Video Transcript
Which of the following satisfies
the relation 𝑥 minus 𝑦 is equal to negative 10? Is it (A) the ordered pair negative
two, negative two? (B) The ordered pair negative 16,
six. (C) Nine, negative one. (D) Negative 12, negative two. Or (E) the ordered pair negative
five, negative 15.
To answer this question, we try
each pair of values in turn in the given equation. That’s 𝑥 minus 𝑦 is equal to
negative 10. This means that from each pair, we
substitute the first value for 𝑥 and the second for 𝑦. And if the right- and left-hand
sides are equal, then we can say that the pair satisfies the relation 𝑥 minus 𝑦 is
equal to negative 10.
So, looking first at option (A), we
have 𝑥 is equal to negative two and 𝑦 is also equal to negative two. Substituting these values into our
linear relation, this gives us negative two minus negative two. And we want to know, does this
equal negative 10? Now, since subtracting negative two
is the same as adding positive two, this gives us negative two plus two. But that’s equal to zero, which of
course is not equal to negative 10. This means that our first ordered
pair (A) does not satisfy the linear relation 𝑥 minus 𝑦 is equal to negative
10.
Next, we consider option (B). That’s where 𝑥 is negative 16 and
𝑦 is equal to six. Into our linear relation, this
gives us negative 16 minus six. And this evaluates to negative 22,
and this does not equal negative 10. And hence, we can say that option
(B) does not satisfy the linear relation.

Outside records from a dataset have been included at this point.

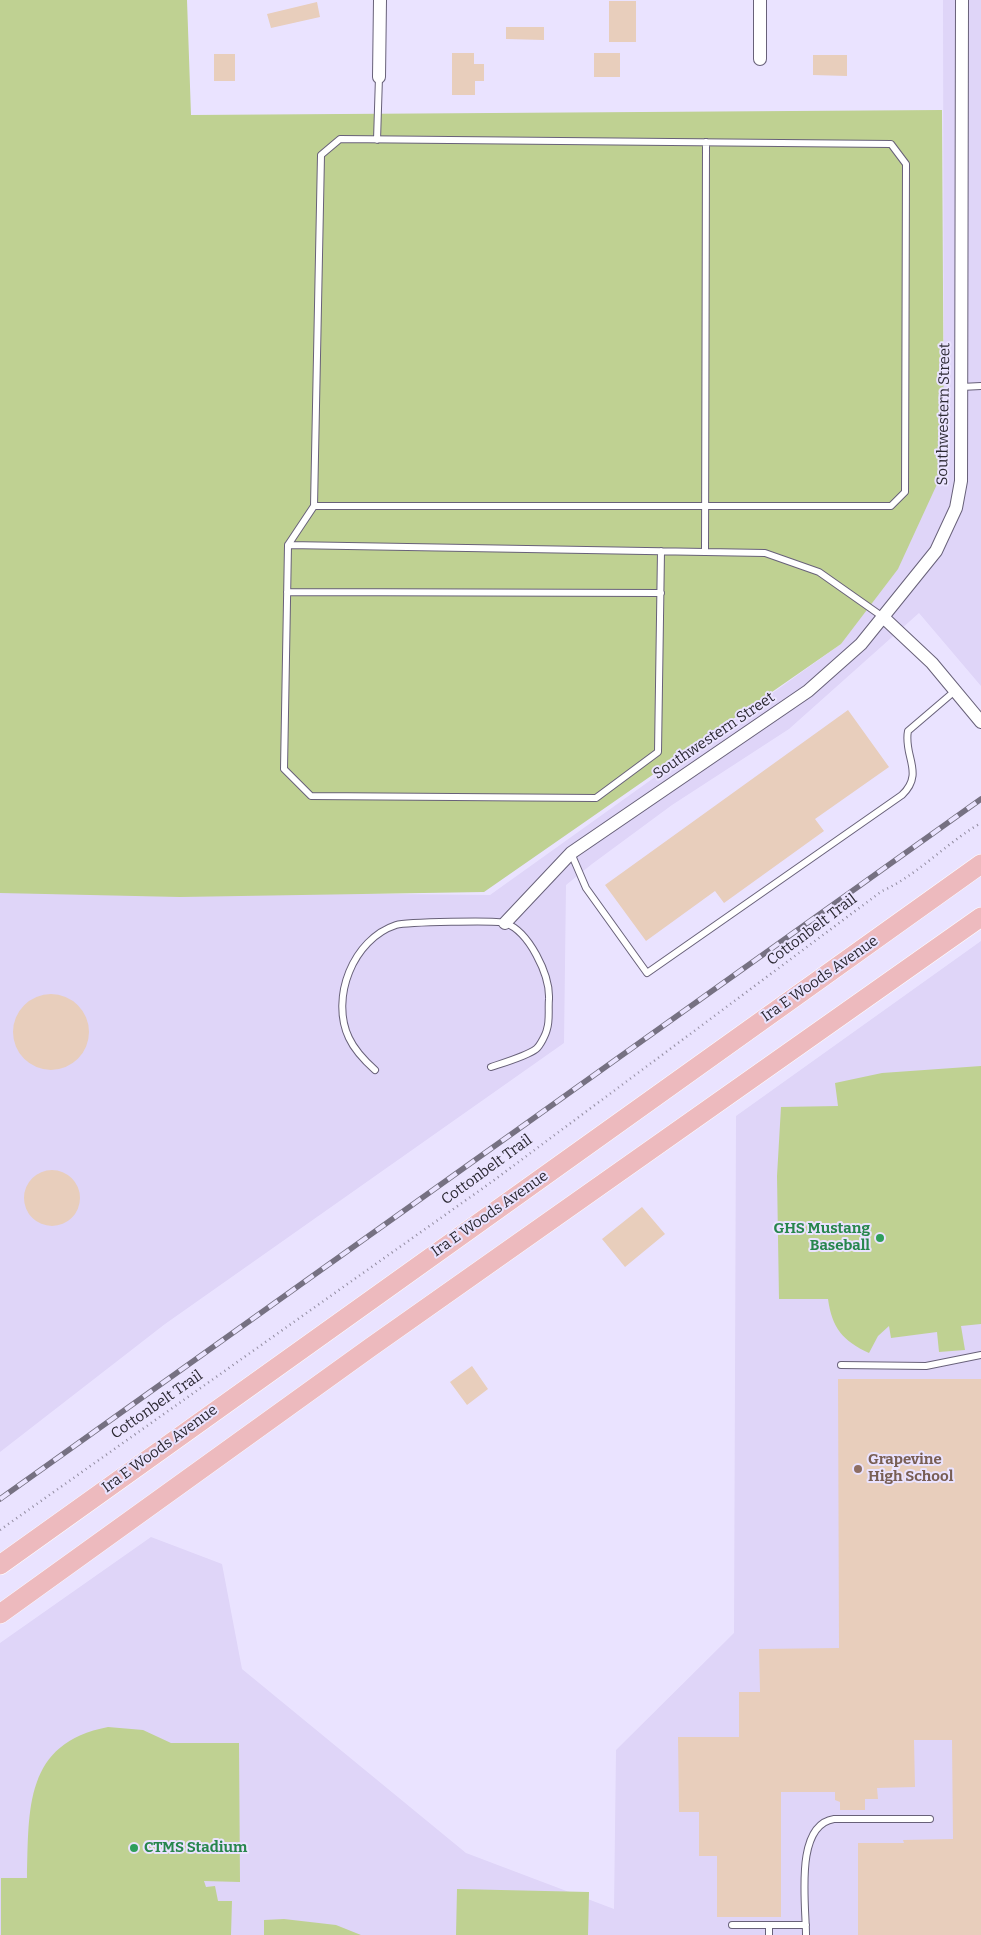 <!DOCTYPE html>
<html>
<head>
<meta charset="utf-8">
<style>
  body { margin:0 }
  canvas { display:block; background:#eae3ff }
</style>
</head>
<body>
<canvas width="981" height="1935"></canvas>
<script>
const context = document.querySelector('canvas').getContext('2d');
context.lineJoin = 'round';
function paint(path, color) {
  context.fillStyle = color;
  context.fill(path, 'evenodd');
}
function trace(path, color, width, dash) {
  context.strokeStyle = color;
  context.lineWidth = width;
  context.lineCap = dash ? 'butt' : 'round';
  context.setLineDash(dash || []);
  context.stroke(path);
}
function drawText(font, color, halo, rows, align = 'center') {
  context.font = font + ' Bitter,serif';
  context.lineWidth = 4;
  context.setLineDash([]);
  context.textBaseline = 'middle';
  context.strokeStyle = halo;
  context.fillStyle = color;
  for (const [text, x, y, turn = 0] of rows) {
    context.save();
    context.translate(x, y);
    context.rotate((+turn || 0) * Math.PI / 180);
    context.textAlign = isNaN(turn) ? turn : align;
    if (halo) context.strokeText(text, 0, 0);
    context.fillText(text, 0, 0);
    context.restore();
  }
}
const built = new Path2D(`
  M943,0H981V686L919,613L789,729L672,805L592,864L566,885L564,1043L165,1324L0,1452V890L490,895L841,644L944,469Z
  M981,941V1935H0V1643L151,1537L222,1564L242,1669L466,1853L614,1909L616,1750L734,1633L736,1116Z`);
const green = new Path2D(`
  M0,0H187L191,115L942,110L944,469L898,569L841,644L484,892L180,897L0,893Z
  M981,1066V1324L961,1326L965,1350L939,1352L937,1332L891,1338L889,1326L878,1336L869,1353C843,1341 832,1328 828,1299H779L777,1176L781,1107L838,1106L835,1083L882,1073Z
  M108,1727L143,1730L171,1743H239L240,1882L204,1881L206,1887L215,1886L218,1901H232L231,1935H1V1878H27C29,1809 24,1743 108,1727Z
  M457,1889L589,1892L588,1935H456Z
  M284,1919L336,1925L361,1935H264V1920Z`);
const building = new Path2D(`
  M609,1H636V42H609Z
  M317,2L320,17L271,28L267,14Z
  M506,27H544V40L506,39Z
  M452,53H474V64H484V81H475V95H452Z
  M594,53H620V77H594Z
  M214,54H235V81H214Z
  M813,55H847V76L813,75Z
  M848,710L889,767L815,819L824,831L724,903L715,891L646,941L605,885Z
  M13 1032a38 38 0 1 1 76 0a38 38 0 1 1-76 0Z
  M24 1198a28 28 0 1 1 56 0a28 28 0 1 1-56 0Z
  M642,1207L665,1234L625,1267L602,1239Z
  M472,1366L488,1389L467,1405L450,1382Z
  M838,1379H981V1935H858V1843H904L903,1840L953,1839L952,1740H914L915,1787L877,1788L878,1799H865V1810H840V1802L835,1800V1792H781V1917H717V1856H699V1812H679L678,1737H739V1692H760L759,1649L839,1648Z`);
const path = new Path2D(`
  M0,1530L493,1181L882,891C918,875 946,843 981,823`);
const lane = new Path2D(`
  M377,140L379,77
  M961,387L981,386
  M314,506H891L905,492L906,164L891,144L340,139L321,155L314,506L288,545L284,769L311,796L596,798L658,752L661,551
  M288,545L765,553L819,572L883,617
  M705,552L706,142
  M287,592L661,593
  M571,853L586,888L647,973L902,795C925,773 903,756 908,731L956,690
  M375,1070C365,1061 355,1051 349,1038C330,998 353,939 396,925C406,922 497,920 505,923C529,931 550,975 549,999C548,1008 550,1020 547,1029C546,1034 540,1046 536,1049C527,1056 503,1063 491,1067
  M841,1365L926,1366L981,1355
  M732,1925H806
  M769,1925V1935
  M806,1935C806,1904 794,1825 834,1819H930`);
const street = new Path2D(`
  M760,0V59
  M379,77L380,0
  M883,617L932,663L981,722
  M505,923L571,853L808,691L861,644L936,551L956,508L961,481L962,0`);
const primary = new Path2D(`
  M0,1565L981,864
  M0,1614L371,1347L981,917`);
const rail = new Path2D(`
  M0,1499L981,799`);
const markers = [
  [880,1238,5,"#2e9e5b"],
  [858,1469,5,"#8d6e63"],
  [134,1848,5,"#2e9e5b"]
];
const streetNames = [
  ["Southwestern Street",944,414,-89],
  ["Southwestern Street",714,736,-34],
  ["Cottonbelt Trail",812,930,-37],
  ["Ira E Woods Avenue",820,979,-35],
  ["Cottonbelt Trail",487,1170,-36],
  ["Ira E Woods Avenue",490,1214,-35],
  ["Cottonbelt Trail",157,1405,-35],
  ["Ira E Woods Avenue",160,1449,-36]
];
const leisureNames = [
  ["GHS Mustang",870,1229],
  ["Baseball",870,1246],
  ["CTMS Stadium",144,1848,"left"]
];
const educationNames = [
  ["Grapevine",868,1460],
  ["High School",868,1477]
];
paint(built, '#dfd5f8');
paint(green, '#bfd192');
paint(building, '#e8cebc');
trace(lane, '#686179', 8);
trace(street, '#686179', 14);
trace(primary, '#fff', 20);
trace(path, '#928ca0', 2.5, [1, 4]);
trace(lane, '#fff', 6);
trace(street, '#fff', 12);
trace(primary, '#edbabe', 19);
trace(rail, '#767182', 5.5);
trace(rail, '#eae3ff', 4, [11]);
for (const [x, y, r, color] of markers) {
  const dot = new Path2D();
  dot.arc(x, y, r, 0, 2 * Math.PI);
  context.fillStyle = color;
  context.fill(dot);
  trace(dot, '#eae3ff', 2);
}
drawText('15px', '#2c2933', '#eae3ff', streetNames);
drawText('bold 15px', '#27864d', '#eae3ff', leisureNames, 'right');
drawText('bold 15px', '#785e54', '#eae3ff', educationNames, 'left');
</script>
</body>
</html> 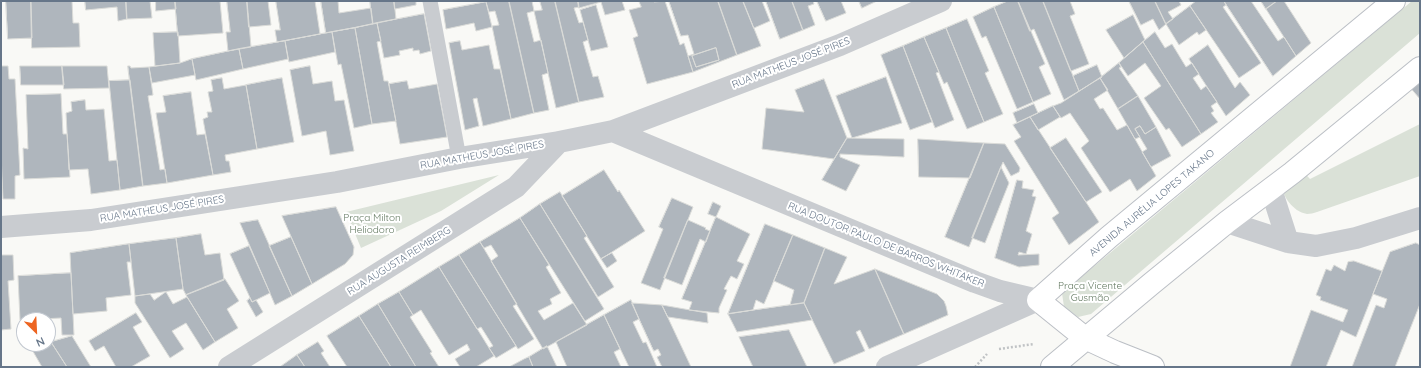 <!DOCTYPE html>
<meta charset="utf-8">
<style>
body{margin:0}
#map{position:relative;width:1421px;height:368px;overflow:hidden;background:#f9f9f6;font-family:Quicksand,sans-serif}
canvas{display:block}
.frame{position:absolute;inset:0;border:2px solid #667689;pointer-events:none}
.north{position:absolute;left:16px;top:312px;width:40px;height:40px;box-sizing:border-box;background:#fff;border:1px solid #c2c8d0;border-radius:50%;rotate:156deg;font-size:11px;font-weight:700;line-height:16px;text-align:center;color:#667689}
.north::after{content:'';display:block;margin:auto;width:14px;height:18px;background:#ed6522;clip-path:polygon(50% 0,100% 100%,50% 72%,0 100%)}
</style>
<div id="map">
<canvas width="1421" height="368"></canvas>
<div class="frame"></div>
<div class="north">N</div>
</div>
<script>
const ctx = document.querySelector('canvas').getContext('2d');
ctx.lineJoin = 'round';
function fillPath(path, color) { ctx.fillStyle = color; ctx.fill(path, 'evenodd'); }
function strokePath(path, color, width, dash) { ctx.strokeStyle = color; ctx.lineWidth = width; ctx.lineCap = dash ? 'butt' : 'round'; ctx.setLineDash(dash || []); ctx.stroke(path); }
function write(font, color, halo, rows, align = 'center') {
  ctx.font = font + ' Quicksand,sans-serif'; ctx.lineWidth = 4; ctx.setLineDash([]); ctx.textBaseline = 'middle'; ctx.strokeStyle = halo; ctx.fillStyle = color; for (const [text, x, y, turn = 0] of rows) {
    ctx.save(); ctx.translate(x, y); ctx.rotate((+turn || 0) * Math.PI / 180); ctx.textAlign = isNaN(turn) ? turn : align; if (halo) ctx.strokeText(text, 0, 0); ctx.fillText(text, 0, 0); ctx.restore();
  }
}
fillPath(new Path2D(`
 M1412 1H1420V33L1091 314 1078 317 1064 307 1062 293Z
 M1420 124V176L1317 212C1314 213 1310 214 1307 214 1292 211 1284 197 1280 184L1300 168 1310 179Z
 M499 175 441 211 361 248 346 212Z`), '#dae1d7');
const building = new Path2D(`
 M6 1H31L32 38 8 39Z
 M31 1H72L73 23H79L80 47 32 48Z
 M85 1H126L127 19 118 21 117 7 86 10Z
 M126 1H150L152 18 127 19Z
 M156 1H175L176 9 156 11Z
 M175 1H220L223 33 178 36Z
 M227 1H247L251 47 228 51 226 32H230Z
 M247 1H268L271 25 249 27Z
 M276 1H315L320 34 277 42 275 30H280Z
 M321 1H338L339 13 371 8 373 24 326 33Z
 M370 1H394L396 19 373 24Z
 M394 1H416V5L395 9Z
 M493 1H509L534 113 511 119 492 26 499 25 495 11 489 12 486 2Z
 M509 1H532L534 11 527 13 534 42 541 40 548 73 542 75 549 110 534 113Z
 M540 1H555L579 102 556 108 534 11 542 10Z
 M555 1H578L579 7 574 8 579 23 583 22 588 40 583 42 593 77 598 76 604 97 579 102Z
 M578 1H622L625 10 605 15 601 2 579 8Z
 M639 1H654V2L665 1 680 45 684 43 693 72 647 84 633 38 638 36 629 10 641 7Z
 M669 1H718L737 55 693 72 688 56 694 54 688 35 681 36ZM716 48 719 60 696 67 692 56Z
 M718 1H743L761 46 737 55Z
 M743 1H762L770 21 754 28Z
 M766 1H792L803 30 780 39Z
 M792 1H813L814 4 808 6 815 25 803 30Z
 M817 1H841L846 13 826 21Z
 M859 1H877L862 8Z
 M1008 1H1018L1045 64 1039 67 1051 94 1033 102 994 7Z
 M1018 1H1043L1079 91 1064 100 1034 29 1030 31Z
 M1043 1H1070L1075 14 1070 16 1089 64 1071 71Z
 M1129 1H1155L1166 24 1159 30 1153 19 1141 25Z
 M1155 1H1179L1181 5 1168 12 1173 19 1166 24Z
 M1196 1H1224L1226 5 1223 7 1261 63 1239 78 1190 6Z
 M1224 1H1251L1278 41 1284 37 1296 56 1273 76Z
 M1261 1H1277L1266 9Z
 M1277 1H1284L1311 43 1296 56 1266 9Z
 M486 2 492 27 476 31 474 23 446 29 443 10Z
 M596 5 608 47 591 51 580 10Z
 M1190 6 1206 30 1199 35 1197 32 1179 45 1166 24Z
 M994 7 1033 102 1017 109 986 36 982 38 973 17Z
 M424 14 431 51 420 54 419 50 413 51V48L399 51 400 55 384 58 377 23Z
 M1133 15 1145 40 1124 58 1106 30Z
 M967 19 989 71 985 73 1003 114 984 122 946 28Z
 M377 23 381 41 377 42 384 81H388L396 121 372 124 355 28Z
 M355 28 372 124 354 128 341 64 338 65 332 32Z
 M946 28 984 122 967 129 947 82 944 84 924 37Z
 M178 32 180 63 155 66 153 33Z
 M332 32 335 52 289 62 285 41Z
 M1155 32 1165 48 1172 44 1186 67 1192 63 1199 74 1193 78 1201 90 1206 86 1217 102 1211 106 1214 111 1211 113 1218 122 1201 134 1143 42Z
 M924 37 939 72 936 73 954 120 935 128 903 46Z
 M285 41 288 59 243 69 239 49Z
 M460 41 462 50 489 45 494 69H500L511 119 483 126 477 98 473 99 479 126 465 130 449 43Z
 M1143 42 1201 134 1182 147 1169 128 1166 130 1144 98 1161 86 1145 63 1128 76 1119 63Z
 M1208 45 1235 88 1240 82 1250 95 1226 116 1189 59Z
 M903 46 932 122 910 130 881 55Z
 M716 48 719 60 696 67 692 56Z
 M239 49 243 69 196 80 192 59Z
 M192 59 195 75 152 83 149 67 180 63Z
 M1119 63 1121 67 1119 68 1138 96 1118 109 1100 78Z
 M1097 65 1102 77 1079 91 1073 76Z
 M1 66H8L9 79H15L20 175 15 176V199H3L1 154Z
 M20 66H62L64 85H21Z
 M62 66H107L109 88 64 89Z
 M128 66H130L131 68 149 67 153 95 148 96 160 170 165 169 167 183 143 186Z
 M310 66 313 84 332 81 335 101 344 100 354 151 330 155 326 131 302 136 290 70Z
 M1420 75V99L1408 85Z
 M886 77 902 123 852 138 836 96Z
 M222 78 224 89 246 85 257 149 225 155 226 161H229L231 172 213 175 203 119 208 117 207 112H212L208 92 213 91 211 80Z
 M282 78 294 142 257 149 246 85Z
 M1100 78 1108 90 1094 99 1100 109 1103 108 1117 130 1127 125 1156 176 1137 191 1130 179 1110 192 1081 148 1089 141 1070 113 1061 118 1053 106 1061 103Z
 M824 79 847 138 834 159 762 149 766 108 804 112 795 90Z
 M130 80 143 186 120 190 109 81Z
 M407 81 409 89 437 84 447 137 400 144 389 84Z
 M191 92 197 135 205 134 213 175 167 183 156 113 166 112 163 96Z
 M61 94 63 134H67L70 177 24 179 23 148 28 149 26 95Z
 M1138 96 1156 127 1145 134 1140 126 1135 129 1140 137 1135 139 1118 109Z
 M85 100 86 110 104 109 109 161 117 160 120 190 91 194 88 169 69 170 66 113 72 111 71 102Z
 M1034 104 1038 113 1017 123 1013 113Z
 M1053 106 1060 117 1038 130 1030 117Z
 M1030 117 1099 222 1069 245 1052 218 1059 213 1014 141 1021 137 1013 125Z
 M1140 126 1145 134 1156 127 1171 156 1151 167 1142 152 1147 149 1135 129Z
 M847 138 904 139V157L840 154V157L860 165 846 191 822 180Z
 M1066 138 1102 192 1086 202 1050 148Z
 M918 139 984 143 970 178 919 177Z
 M984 143 1005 144 1020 168 1019 172 1011 176 1003 162 969 247 945 237Z
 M1001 167 1009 183 985 243 972 238Z
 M604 170 618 192 619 190 645 231 601 259 562 196Z
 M1017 180 1023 181 1022 188 1034 190 1032 196 1036 197 1026 231 1032 234 1026 254 1019 252 1018 255 1039 254V265L1019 267 995 258Z
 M560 192 587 236 584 238 614 287 598 297 540 204Z
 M672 198 693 207 660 290 641 283 663 229 659 227Z
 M713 202 721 206 716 217 708 214Z
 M540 204 604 309 585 321 520 218Z
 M336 207 354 247 353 255 345 264 312 284 282 216Z
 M716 217 750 234 737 261 744 264 737 279 731 276 724 289 727 290 719 308V313L689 310 692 302 682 299Z
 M520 218 549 265 546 267 561 293 550 299 552 304 538 311 544 320 573 303 587 325 543 349 491 261 498 256 491 245 484 248 480 242Z
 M258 220 292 296 275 305 240 223Z
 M688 220 706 228 705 229 710 231 706 242 700 239 682 285 664 278Z
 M765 224 793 235 764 304 756 300 753 310 728 314Z
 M201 234 205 255 220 253 224 280 186 295 183 289 176 238Z
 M793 235 825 248 804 303 790 305 794 290 774 281Z
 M291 237 312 284 292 296 269 246Z
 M176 238 183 289 135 296 129 244Z
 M480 242 517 304 513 306 534 339 518 349 459 255Z
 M1416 243 1420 245V304L1395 367H1352L1376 305 1384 308 1387 299 1373 294 1390 252Z
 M129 244 131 262H127L131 295 106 298 107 311 73 314 70 253Z
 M249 246 270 293 252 302 230 254Z
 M825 248 847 257 834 284 875 269 904 334 869 349 860 330 856 332 865 351 834 364 804 303Z
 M612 253 617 261 607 268 601 259Z
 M1 255H13L14 280 8 281 11 329 1 330Z
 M459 255 516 346 496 358 489 348 493 346 481 327 477 329 439 267Z
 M1354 261 1382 271 1356 337 1341 330 1326 367H1290L1311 310 1343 322 1348 310 1320 300 1321 297 1316 295 1326 269 1331 271 1334 265 1345 271 1348 262Z
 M439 267 494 356 476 367H460L455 359 470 350 467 344 449 355 421 310 413 315 399 292Z
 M875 269 937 294 944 301 946 306 948 315 904 334Z
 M71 273 74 335H62L61 318 20 320 18 276Z
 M225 279 239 301 227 309 238 328 215 342 186 295Z
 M166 292 173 304 187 297 215 342 203 350 186 323 172 331 184 349 170 358 135 303V296L150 294 154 300Z
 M399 292 413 315 410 317 432 352 430 353 439 367H416L378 304Z
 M250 298 252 302 256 300 263 312 256 317 247 301Z
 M631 300 639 319 633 322 643 343 646 342 657 367H629L604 315Z
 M632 303 662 305 691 367H662L657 357 661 355 658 349 654 351Z
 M804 303 812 320 737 332 728 314Z
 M378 304 416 367H391L359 316Z
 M662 305 707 313 708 323 668 317Z
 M136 313 142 322 133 327 150 356 131 367H116L104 346 95 351 89 341Z
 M604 315 620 349 614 352 621 367H567L556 342Z
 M359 316 391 367H347L327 336Z
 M789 330 807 367H753L739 337Z
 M72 336 91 367H67L51 342Z
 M51 342 67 367H42L31 348 43 344H48V343Z
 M318 342 324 351 321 353 330 367H305L297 355Z
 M547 346 557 367H533L529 357Z
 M297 355 305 367H280Z
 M529 357 533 367H509L524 359Z`);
fillPath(building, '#afb6bd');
strokePath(building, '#dadbd8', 1);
const secondary = new Path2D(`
 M1052 367 1151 284 1227 222 1292 173 1420 68
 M1153 367 1115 352 1085 338 1038 300 1109 237 1394 1`);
strokePath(secondary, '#bbbfc5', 24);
strokePath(new Path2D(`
 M999 349 1034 344
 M975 367 987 354`), '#c0c3c5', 2.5, [2, 2]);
strokePath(new Path2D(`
 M430 1 459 158`), '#c9ccd0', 15);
strokePath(new Path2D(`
 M613 131 975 282 1000 291 1038 300
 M1271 189 1288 242
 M1227 222 1288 242 1316 246 1356 238 1420 218
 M1 227 91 220 337 182 459 158 559 142 613 131 840 45 941 1
 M229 367 516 187 559 142
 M887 367 1038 300`), '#c9ccd0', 22);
strokePath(secondary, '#fff', 22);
write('10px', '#667689', '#fff', [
 ["RUA MATHEUS JOSÉ PIRES",791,63,-21],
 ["RUA MATHEUS JOSÉ PIRES",482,155,-10],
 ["AVENIDA AURÉLIA LOPES TAKANO",1152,203,-40],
 ["RUA MATHEUS JOSÉ PIRES",162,209,-9],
 ["RUA DOUTOR PAULO DE BARROS WHITAKER",886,245,22],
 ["RUA AUGUSTA REIMBERG",399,261,-32]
]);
write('10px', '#647a62', '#fff', [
 ["Praça Milton",372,218],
 ["Heliodoro",372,230],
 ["Praça Vicente",1090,286],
 ["Gusmão",1090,298]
]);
</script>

For option (C), our values are 𝑥
is nine and 𝑦 is negative one. This gives us nine minus negative
one, which evaluates to 10, which is not equal to negative 10. Hence, option (C) does not satisfy
the linear relation.
For option (D), our values are 𝑥
is equal to negative 12 and 𝑦 is negative two. Into our linear relation 𝑥 minus
𝑦 is equal to negative 10, this gives us negative 12 minus negative two. And since subtracting negative two
is the same as adding positive two, we have negative 12 plus two, and that’s equal
to negative 10. And hence, option (D) does satisfy
the linear relation.
Finally, checking our option (E),
this has values 𝑥 is equal to negative five and 𝑦 is negative 15, which in our
linear relation give us negative five minus negative 15. And this evaluates to negative five
plus 15, which is 10. Since this is not equal to negative
10, we can say that option (E) does not satisfy the linear relation 𝑥 minus 𝑦 is
equal to negative 10.
We can see that only one of the
given ordered pairs satisfies the relation 𝑥 minus 𝑦 is equal to negative 10, that
is, option (D). Hence, the ordered pair negative
12, negative two satisfies the relation.